◆ Task instructions ◆
Before answering, work out how many lines below contain the string "labels"; the reply is that number alone.

[Saved entries]
┄┄┄┄┄┄┄┄┄┄┄┄┄┄┄┄┄┄┄┄
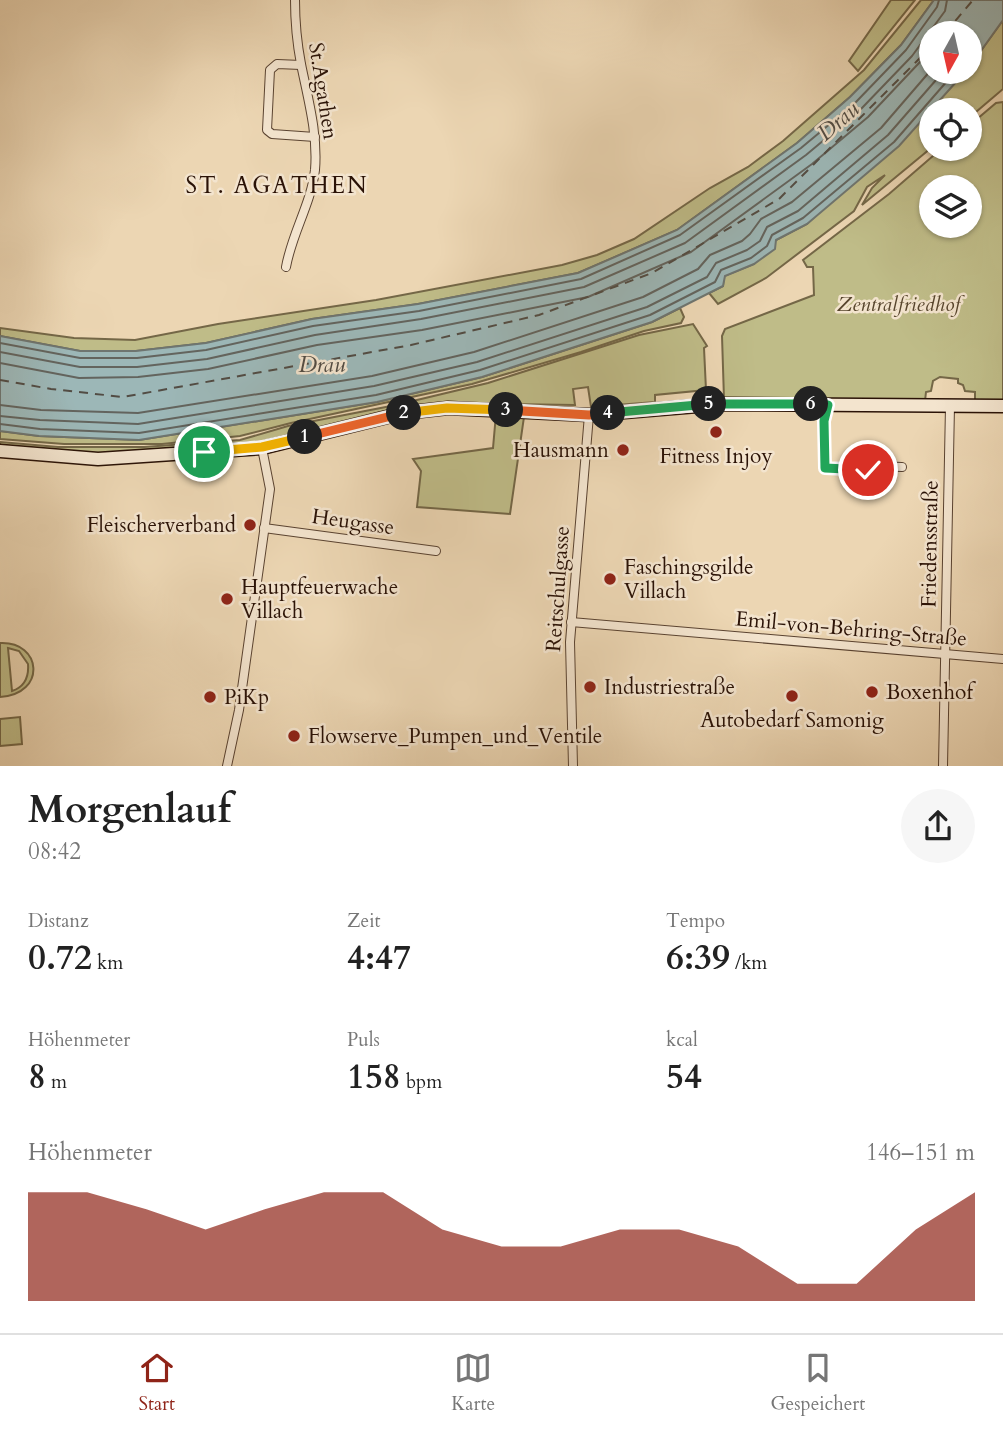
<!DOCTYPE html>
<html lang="de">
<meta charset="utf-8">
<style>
:root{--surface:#fff;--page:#f6f6f6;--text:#222;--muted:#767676;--line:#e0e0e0;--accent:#8f2418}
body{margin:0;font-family:Cardo,serif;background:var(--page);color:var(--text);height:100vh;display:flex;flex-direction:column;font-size:26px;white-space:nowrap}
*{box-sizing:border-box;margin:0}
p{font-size:23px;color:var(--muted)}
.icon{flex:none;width:38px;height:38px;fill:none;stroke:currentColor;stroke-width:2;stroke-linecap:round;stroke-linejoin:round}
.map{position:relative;height:766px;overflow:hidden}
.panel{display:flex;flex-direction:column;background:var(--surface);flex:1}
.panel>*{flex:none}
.needle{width:46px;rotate:188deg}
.controls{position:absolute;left:919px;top:21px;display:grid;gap:14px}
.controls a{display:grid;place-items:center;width:63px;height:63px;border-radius:50%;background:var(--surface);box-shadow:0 2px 5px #0004;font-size:35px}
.pin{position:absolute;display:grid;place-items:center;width:60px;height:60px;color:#fff;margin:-30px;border:4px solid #fff;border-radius:50%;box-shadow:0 2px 7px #0007}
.km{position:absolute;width:35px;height:35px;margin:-18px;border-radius:50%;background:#222;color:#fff;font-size:19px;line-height:35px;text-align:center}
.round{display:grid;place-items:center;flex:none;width:74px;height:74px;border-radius:37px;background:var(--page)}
.headline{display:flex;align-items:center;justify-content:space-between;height:119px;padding:0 28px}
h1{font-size:38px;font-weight:700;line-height:52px}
.figures{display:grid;grid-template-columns:repeat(3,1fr);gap:10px;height:119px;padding:7px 28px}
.figures div{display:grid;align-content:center}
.figures b{font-size:35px;font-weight:700}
.figures small{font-size:19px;font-weight:400}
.figures p{font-size:19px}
.chart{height:196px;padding:14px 28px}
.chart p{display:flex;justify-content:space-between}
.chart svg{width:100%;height:126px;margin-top:7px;fill:var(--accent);opacity:.7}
.tabs{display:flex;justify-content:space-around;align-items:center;height:98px;border-top:2px solid var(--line);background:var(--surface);font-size:19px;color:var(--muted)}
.tabs a{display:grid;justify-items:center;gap:4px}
.tabs .active{color:var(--accent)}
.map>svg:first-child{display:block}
.green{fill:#bfbc88;stroke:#746747;stroke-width:2;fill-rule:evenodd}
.water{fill:#9cb7b7;stroke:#6e7570;stroke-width:2}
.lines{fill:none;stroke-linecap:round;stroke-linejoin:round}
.shore{stroke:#63645e;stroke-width:2}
.ferry{stroke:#524c44;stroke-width:2;stroke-dasharray:9 7;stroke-linecap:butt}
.street-casing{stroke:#5a4331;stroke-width:10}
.secondary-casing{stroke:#2a1206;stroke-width:15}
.street{stroke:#f3e4ce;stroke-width:8}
.secondary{stroke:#f3e4ce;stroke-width:12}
.split-1-casing{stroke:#fff;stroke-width:14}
.split-2-casing{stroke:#fff;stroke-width:14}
.split-3-casing{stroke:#fff;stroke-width:14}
.split-4-casing{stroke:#fff;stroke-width:14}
.split-5-casing{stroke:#fff;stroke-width:14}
.split-6-casing{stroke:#fff;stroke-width:14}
.split-7-casing{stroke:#fff;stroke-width:14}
.split-8-casing{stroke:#fff;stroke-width:14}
.split-1{stroke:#f5b400;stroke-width:9}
.split-2{stroke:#f0652b;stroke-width:9}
.split-3{stroke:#f5b400;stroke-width:9}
.split-4{stroke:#f0652b;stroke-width:9}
.split-5{stroke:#22a559;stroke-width:9}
.split-6{stroke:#22a559;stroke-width:9}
.split-7{stroke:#22a559;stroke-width:9}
.split-8{stroke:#f5b400;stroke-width:9}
.poi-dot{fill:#8f2418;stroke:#f3e4ce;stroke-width:2.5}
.labels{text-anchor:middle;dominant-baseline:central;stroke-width:5;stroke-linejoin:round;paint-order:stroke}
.street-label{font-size:21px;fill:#2a1206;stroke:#f3e4ce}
.park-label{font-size:21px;font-style:italic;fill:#57452d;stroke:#f3e4ce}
.poi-label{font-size:21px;fill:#2a1206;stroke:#f3e4ce;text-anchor:start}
.water-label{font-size:23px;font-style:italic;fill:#524c44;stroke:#f3e4ce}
.neighbourhood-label{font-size:23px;letter-spacing:2px;fill:#2a1206;stroke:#f3e4ce}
</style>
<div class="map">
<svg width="1003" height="766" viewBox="0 0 1003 766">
<rect width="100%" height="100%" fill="#ecd6b3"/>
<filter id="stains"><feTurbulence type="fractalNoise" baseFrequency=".00286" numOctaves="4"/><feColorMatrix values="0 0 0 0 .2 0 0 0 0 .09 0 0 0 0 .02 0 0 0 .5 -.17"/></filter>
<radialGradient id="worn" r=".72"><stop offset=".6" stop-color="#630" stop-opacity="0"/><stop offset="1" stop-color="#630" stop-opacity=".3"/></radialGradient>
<g class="green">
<polygon points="891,0 915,0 858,71 849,61"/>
<polygon points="921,0 934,0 901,45 850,97 797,143 677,230 578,273 418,304 312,319 206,343 136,351 80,351 0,336 0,328 74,338 135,340 218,324 376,300 562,265 597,255 634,239 710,188 748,167 783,141 864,70"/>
<polygon points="1003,20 1003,89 970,117 970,110 931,110 931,148 862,205 872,188 885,175 867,187 854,211 766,278 718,304 709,293 723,286 724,276 754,264 776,240 807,224 940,99 965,72 970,72 970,66"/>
<path d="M1003 102V402L975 401V392L965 391 963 385 958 383V379L940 377 933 381 931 391 926 392 925 401 724 399 722 336 725 329 814 295 813 267H807L803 260 889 194 941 149H970V125L996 103ZM931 187H970V226H931Z"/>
<polygon points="680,308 684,317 681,323 644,331 581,352 472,384 291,423 240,436 162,444 64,444 0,439 0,431 39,436 139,440 377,402 482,377 652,322"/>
<polygon points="693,324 707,346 704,348 706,390 655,395 655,402 591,407 588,387 573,389 575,405 440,403 255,444 86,454 0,447 0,442 58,447 144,447 240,440 288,426 396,405 488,383 639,335"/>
<polygon points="496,414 524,417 510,514 417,507 421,471 413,459 493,448"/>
<path d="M0 643C42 641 47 694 0 697ZM8 648 19 651 28 664C29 677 24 687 12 691Z"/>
<polygon points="20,717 22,744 0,746 0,719"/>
</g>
<polygon class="water" points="934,0 1003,0 1003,20 970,66 970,33 931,33 931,72 965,72 899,146 807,224 776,240 775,249 754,264 725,276 723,286 652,322 482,377 377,402 139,440 39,436 0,431 0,336 80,351 136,351 206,343 312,319 418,304 578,273 677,230 797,143 850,97 901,45"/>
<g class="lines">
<g class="shore">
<polyline points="0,343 80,358 137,358 206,350 313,326 419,311 581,279 680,235 801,148 855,103 906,50 937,7 939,0"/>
<polyline points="0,352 80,367 137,367 207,359 315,335 421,319 584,287 685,243 806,155 861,109 912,56 945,11 947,0"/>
<polyline points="0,363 79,378 138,377 208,369 317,345 422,330 588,297 691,252 812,164 868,117 919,63 931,48"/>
<polyline points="0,405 41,410 138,413 372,376 474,352 643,297 698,269 710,255 742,241 750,234 761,219 792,202 881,128 931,70"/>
<polyline points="0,416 40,420 138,424 374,386 477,362 647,307 707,277 716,263 747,250 760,241 767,227 798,211 888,135 943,72"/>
<polyline points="0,424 40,429 139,433 376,395 480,370 650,315 715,282 721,270 751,258 767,246 772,235 803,218 894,142 955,72"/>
</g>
<g class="ferry">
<polyline points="945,33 973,0"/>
<polyline points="0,380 51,389 123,397 411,345 539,315 652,273 779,199 931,47"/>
</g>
<g class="street-casing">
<g id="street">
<polyline points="301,65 277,64 270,70 267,130 272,134 315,137"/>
<path d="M286 267C292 233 311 204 315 170 318 134 308 99 301 64 297 43 295 21 295 0"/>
<polyline points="829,405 824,421 825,468 868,470 876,466 902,467"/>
<polyline points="264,528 436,551"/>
<polyline points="571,622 1003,659"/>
<polyline points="227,766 239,710 270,489 262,448"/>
<polyline points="573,766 570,642 589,415"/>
<polyline points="943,766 950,406"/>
</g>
</g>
<g class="secondary-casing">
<polyline id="secondary" points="0,451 98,459 262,448 403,413 448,408 589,415 721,404 1003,406"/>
</g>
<use href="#street" class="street"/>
<use href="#secondary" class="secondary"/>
</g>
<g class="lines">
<g class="split-1-casing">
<polyline id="split-1" points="204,452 262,447 305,437"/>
</g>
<g class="split-2-casing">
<polyline id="split-2" points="305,437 404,413"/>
</g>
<g class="split-3-casing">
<polyline id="split-3" points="404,413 447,408 506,410"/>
</g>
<g class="split-4-casing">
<polyline id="split-4" points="506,410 589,415 608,413"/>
</g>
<g class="split-5-casing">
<polyline id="split-5" points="608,413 709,404"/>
</g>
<g class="split-6-casing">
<polyline id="split-6" points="709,404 811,404"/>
</g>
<g class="split-7-casing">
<polyline id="split-7" points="811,404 828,405 824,421 825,468 846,469"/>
</g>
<g class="split-8-casing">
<polyline id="split-8" points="846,469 868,470"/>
</g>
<use href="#split-1" class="split-1"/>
<use href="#split-2" class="split-2"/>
<use href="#split-3" class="split-3"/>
<use href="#split-4" class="split-4"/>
<use href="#split-5" class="split-5"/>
<use href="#split-6" class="split-6"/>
<use href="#split-7" class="split-7"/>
<use href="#split-8" class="split-8"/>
</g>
<g class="poi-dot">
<circle cx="716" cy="432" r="7"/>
<circle cx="623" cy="450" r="7"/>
<circle cx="250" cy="525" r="7"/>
<circle cx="610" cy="579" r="7"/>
<circle cx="227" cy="599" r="7"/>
<circle cx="590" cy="687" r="7"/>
<circle cx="872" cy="692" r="7"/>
<circle cx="792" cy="696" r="7"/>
<circle cx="210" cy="697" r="7"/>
<circle cx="294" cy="736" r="7"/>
</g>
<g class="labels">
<g class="street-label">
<text transform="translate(323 91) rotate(81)">St.Agathen</text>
<text transform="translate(353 522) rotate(8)">Heugasse</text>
<text transform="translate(930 544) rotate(-89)">Friedensstraße</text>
<text transform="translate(558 589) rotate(-86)">Reitschulgasse</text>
<text transform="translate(851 629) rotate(5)">Emil-von-Behring-Straße</text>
</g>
<g class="park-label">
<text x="899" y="304">Zentralfriedhof</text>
</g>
<g class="poi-label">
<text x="609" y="450" text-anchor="end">Hausmann</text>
<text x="716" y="456" text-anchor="middle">Fitness Injoy</text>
<text x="236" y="525" text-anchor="end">Fleischerverband</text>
<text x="624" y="567">Faschingsgilde<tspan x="624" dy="24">Villach</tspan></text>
<text x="241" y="587">Hauptfeuerwache<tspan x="241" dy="24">Villach</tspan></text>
<text x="604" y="687">Industriestraße</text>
<text x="886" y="692">Boxenhof</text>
<text x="224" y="697">PiKp</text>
<text x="792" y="720" text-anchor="middle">Autobedarf Samonig</text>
<text x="308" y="736">Flowserve_Pumpen_und_Ventile</text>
</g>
<g class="water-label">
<text transform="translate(838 121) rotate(-41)">Drau</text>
<text x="322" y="364">Drau</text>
</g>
<g class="neighbourhood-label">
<text x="277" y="185">ST. AGATHEN</text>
</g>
</g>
<rect width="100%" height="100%" filter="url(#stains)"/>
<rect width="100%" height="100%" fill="url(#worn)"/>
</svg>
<div class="controls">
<a><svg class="needle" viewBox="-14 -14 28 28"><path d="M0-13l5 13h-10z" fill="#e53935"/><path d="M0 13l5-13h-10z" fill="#767676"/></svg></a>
<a><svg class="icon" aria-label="locate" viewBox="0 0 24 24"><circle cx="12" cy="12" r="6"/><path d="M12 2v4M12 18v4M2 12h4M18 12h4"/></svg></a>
<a><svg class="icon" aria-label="layers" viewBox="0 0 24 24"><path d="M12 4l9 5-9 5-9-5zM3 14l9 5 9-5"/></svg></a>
</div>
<div class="pin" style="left:204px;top:452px;background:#1e9e55"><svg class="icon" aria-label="arrive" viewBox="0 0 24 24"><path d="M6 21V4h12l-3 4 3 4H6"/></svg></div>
<div class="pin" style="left:868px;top:470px;background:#d93025"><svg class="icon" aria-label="check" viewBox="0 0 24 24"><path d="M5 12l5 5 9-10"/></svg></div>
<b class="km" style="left:305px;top:437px">1</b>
<b class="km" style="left:404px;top:413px">2</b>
<b class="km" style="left:506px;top:410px">3</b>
<b class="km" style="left:608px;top:413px">4</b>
<b class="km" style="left:709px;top:404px">5</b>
<b class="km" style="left:811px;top:404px">6</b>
</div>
<section class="panel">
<div class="headline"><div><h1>Morgenlauf</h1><p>08:42</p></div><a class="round"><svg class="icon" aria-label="share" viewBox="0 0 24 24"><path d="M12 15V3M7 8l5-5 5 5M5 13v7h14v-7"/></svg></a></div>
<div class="figures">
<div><p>Distanz</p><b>0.72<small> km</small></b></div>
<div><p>Zeit</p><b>4:47</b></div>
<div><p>Tempo</p><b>6:39<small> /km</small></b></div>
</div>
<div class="figures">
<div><p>Höhenmeter</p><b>8<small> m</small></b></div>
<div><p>Puls</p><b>158<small> bpm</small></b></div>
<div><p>kcal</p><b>54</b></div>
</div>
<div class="chart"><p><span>Höhenmeter</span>146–151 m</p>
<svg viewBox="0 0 160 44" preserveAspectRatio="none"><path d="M0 44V6L10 6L20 12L30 19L40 12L50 6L60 6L70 19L80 25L90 25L100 19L110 19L120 25L130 38L140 38L150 19L160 6V44z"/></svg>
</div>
</section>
<nav class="tabs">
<a class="active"><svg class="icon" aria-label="home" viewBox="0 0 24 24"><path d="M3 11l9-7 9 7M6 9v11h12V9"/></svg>Start</a>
<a><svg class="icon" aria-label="map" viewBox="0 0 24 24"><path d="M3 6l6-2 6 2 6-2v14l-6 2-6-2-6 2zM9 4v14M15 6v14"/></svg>Karte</a>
<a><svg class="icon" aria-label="saved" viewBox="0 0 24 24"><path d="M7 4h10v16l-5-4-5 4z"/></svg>Gespeichert</a>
</nav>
┄┄┄┄┄┄┄┄┄┄┄┄┄┄┄┄┄┄┄┄
◆ Answer to the problem ◆
2